Classification accuracy of pain intensity induced by leg blood flow restriction during walking using machine learning based on electroencephalography.
Journal:
Scientific reports
Published Date:
Jul 31, 2025
Abstract
Pain assessment in clinical practice largely relies on patient-reported subjectivity. Although previous studies using fMRI and EEG have attempted objective pain evaluation, their focus has been limited to resting conditions. This study aimed to classify pain levels during movement using a wearable device with three forehead electrodes and advanced machine learning. Twenty-five healthy participants performed walking tasks under tourniquet-induced pain.
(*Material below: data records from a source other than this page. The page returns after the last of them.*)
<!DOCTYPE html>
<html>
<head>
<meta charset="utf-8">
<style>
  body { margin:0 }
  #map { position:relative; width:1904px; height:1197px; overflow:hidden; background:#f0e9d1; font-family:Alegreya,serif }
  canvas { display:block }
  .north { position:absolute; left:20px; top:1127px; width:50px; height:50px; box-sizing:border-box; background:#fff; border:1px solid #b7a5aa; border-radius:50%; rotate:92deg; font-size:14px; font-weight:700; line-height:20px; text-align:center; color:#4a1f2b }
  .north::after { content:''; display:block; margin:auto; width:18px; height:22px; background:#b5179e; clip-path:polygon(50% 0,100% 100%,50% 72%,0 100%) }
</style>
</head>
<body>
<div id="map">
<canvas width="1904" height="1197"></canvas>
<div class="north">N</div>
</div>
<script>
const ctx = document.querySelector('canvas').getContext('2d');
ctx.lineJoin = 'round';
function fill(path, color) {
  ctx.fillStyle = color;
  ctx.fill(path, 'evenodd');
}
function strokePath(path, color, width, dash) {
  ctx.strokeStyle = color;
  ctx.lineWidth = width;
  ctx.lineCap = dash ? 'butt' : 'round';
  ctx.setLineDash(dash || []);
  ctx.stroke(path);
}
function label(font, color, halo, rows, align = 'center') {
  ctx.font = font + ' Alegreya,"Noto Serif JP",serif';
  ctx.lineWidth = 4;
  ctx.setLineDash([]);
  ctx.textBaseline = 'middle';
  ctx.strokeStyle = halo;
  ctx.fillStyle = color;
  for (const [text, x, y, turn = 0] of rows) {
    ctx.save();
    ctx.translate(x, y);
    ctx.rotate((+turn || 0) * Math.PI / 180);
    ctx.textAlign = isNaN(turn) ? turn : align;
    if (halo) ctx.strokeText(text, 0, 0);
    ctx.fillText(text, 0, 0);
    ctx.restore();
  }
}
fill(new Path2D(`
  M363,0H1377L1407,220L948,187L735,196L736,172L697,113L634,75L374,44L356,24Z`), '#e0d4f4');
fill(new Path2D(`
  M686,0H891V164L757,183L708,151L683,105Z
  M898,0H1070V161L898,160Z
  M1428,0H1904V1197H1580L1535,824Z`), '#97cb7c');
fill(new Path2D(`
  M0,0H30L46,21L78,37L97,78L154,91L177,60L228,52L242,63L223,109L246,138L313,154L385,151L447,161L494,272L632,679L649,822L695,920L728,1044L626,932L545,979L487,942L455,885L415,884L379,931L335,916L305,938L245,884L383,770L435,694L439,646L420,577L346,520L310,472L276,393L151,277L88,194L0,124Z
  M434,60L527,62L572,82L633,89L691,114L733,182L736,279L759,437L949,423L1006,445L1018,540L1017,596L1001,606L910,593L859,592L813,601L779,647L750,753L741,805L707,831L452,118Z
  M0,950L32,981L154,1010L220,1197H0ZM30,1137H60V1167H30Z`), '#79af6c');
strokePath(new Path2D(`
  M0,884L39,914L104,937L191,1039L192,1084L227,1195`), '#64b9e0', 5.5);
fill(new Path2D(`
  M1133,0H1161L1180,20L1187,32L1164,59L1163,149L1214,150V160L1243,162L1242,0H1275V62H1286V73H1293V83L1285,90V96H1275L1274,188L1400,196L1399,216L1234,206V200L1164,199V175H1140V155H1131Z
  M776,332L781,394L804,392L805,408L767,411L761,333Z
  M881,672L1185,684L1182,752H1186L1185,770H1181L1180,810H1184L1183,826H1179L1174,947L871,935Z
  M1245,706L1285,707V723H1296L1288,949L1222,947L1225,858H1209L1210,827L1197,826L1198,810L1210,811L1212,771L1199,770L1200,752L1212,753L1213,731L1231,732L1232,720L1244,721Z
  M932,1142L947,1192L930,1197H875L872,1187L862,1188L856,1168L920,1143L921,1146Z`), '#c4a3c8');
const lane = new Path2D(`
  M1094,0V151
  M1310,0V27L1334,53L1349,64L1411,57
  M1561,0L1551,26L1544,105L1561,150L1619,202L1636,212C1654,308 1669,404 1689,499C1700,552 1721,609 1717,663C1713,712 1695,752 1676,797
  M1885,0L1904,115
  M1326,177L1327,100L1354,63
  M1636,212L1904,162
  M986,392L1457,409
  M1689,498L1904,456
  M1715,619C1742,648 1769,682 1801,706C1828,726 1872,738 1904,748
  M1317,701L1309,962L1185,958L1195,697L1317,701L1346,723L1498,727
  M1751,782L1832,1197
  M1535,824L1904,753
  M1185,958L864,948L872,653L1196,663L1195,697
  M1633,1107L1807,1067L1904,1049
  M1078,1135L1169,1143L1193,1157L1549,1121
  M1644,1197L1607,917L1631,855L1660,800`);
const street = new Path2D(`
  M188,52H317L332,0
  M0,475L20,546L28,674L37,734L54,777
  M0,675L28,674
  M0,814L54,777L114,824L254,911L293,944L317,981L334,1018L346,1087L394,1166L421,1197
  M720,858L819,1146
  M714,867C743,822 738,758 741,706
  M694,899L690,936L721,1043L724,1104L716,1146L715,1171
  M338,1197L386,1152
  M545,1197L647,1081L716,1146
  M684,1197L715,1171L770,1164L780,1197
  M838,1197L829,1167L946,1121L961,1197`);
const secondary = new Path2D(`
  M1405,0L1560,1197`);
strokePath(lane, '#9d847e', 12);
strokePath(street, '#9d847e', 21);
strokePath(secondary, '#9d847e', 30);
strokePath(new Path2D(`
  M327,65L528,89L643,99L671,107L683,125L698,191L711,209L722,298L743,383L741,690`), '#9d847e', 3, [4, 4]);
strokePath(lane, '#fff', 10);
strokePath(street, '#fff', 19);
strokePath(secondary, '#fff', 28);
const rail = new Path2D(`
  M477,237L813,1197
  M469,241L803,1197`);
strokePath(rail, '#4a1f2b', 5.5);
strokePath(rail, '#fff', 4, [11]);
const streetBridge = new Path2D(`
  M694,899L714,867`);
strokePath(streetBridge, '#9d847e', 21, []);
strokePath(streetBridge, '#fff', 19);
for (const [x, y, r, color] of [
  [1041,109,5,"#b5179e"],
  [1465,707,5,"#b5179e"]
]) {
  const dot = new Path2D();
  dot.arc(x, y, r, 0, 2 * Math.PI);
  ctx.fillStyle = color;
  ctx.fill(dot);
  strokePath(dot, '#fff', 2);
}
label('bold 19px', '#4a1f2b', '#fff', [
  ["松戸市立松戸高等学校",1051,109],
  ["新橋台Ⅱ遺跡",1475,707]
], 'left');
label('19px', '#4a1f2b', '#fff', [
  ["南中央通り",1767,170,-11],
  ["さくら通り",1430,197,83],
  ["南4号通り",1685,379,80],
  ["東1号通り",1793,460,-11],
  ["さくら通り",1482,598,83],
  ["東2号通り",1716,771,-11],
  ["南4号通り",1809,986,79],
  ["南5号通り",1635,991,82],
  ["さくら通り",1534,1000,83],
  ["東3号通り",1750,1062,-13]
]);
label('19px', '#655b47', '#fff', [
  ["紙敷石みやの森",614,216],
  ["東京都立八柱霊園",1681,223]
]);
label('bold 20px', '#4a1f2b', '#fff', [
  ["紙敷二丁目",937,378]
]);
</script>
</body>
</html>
It was confirmed that pain increased as walking time extended. Walking time was used as an index of pain stimulus intensity, and EEG data were collected to classify pain levels. Three machine learning algorithms-Random Forest, eXtreme Gradient Boosting (XGBoost), and Light Gradient Boosting Machine-were employed. XGBoost achieved the highest classification performance among them. Classification accuracy for 2-, 3-, and 5-class classifications was evaluated and compared with and without BrainRate (BR), a metric indicating changes in the frequency spectrum and reflecting relative shifts across all frequency bands. Without BR, accuracies were 0.82 for 2-class, 0.60 for 3-class, and 0.40 for 5-class classification. Including BR improved accuracies to 0.96, 0.75, and 0.47, respectively. These findings highlight the significant role of BR in improving pain classification accuracy and the potential of this system for objective pain assessment even during movement.